• **TASK DETAILS**:
From the data below, copy out every line in which the word "Silva" occurs.

(Saved data entries)
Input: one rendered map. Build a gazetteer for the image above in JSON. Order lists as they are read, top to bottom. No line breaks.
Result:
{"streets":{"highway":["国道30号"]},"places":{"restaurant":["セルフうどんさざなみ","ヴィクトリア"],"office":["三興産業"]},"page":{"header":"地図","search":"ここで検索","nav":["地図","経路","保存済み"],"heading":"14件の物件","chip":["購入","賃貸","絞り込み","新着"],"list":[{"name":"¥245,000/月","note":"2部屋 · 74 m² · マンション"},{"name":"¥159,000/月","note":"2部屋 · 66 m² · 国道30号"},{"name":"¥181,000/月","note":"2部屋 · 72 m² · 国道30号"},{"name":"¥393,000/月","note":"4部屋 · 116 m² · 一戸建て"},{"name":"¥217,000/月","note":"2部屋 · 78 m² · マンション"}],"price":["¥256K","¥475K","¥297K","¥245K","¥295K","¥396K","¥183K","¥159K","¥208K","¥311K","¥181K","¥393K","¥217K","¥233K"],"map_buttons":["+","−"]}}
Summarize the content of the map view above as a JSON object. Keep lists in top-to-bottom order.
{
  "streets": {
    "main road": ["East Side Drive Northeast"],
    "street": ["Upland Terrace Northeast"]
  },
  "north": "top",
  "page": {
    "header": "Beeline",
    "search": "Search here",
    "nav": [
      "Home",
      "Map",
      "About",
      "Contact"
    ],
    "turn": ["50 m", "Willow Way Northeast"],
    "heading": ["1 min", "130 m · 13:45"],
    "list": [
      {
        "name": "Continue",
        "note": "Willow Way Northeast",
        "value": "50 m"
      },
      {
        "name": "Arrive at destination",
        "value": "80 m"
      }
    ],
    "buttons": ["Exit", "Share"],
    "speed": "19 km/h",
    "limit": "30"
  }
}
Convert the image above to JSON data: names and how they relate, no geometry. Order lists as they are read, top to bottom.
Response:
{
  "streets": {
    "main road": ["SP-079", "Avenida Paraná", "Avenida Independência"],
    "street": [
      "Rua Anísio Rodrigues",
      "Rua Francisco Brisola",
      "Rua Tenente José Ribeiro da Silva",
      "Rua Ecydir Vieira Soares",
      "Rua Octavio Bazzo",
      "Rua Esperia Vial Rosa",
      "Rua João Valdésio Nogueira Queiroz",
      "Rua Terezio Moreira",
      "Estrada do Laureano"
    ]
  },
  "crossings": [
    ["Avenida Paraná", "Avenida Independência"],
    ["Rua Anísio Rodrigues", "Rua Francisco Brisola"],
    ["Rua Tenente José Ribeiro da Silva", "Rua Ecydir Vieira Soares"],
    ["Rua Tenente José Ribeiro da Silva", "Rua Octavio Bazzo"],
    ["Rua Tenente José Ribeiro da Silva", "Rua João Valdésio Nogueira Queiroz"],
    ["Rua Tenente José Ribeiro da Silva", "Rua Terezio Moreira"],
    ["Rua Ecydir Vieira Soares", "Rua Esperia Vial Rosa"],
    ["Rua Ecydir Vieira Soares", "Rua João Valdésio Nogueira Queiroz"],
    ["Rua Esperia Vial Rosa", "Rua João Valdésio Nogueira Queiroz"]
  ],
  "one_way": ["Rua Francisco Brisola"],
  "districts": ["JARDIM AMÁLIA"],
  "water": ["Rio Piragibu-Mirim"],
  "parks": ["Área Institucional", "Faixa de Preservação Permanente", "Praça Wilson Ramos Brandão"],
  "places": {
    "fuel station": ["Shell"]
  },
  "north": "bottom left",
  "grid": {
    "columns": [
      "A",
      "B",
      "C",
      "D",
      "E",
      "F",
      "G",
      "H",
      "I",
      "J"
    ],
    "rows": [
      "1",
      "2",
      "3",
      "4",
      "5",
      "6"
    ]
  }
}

• **TASK SOLUTION**:
      "Rua Tenente José Ribeiro da Silva",
    ["Rua Tenente José Ribeiro da Silva", "Rua Ecydir Vieira Soares"],
    ["Rua Tenente José Ribeiro da Silva", "Rua Octavio Bazzo"],
    ["Rua Tenente José Ribeiro da Silva", "Rua João Valdésio Nogueira Queiroz"],
    ["Rua Tenente José Ribeiro da Silva", "Rua Terezio Moreira"],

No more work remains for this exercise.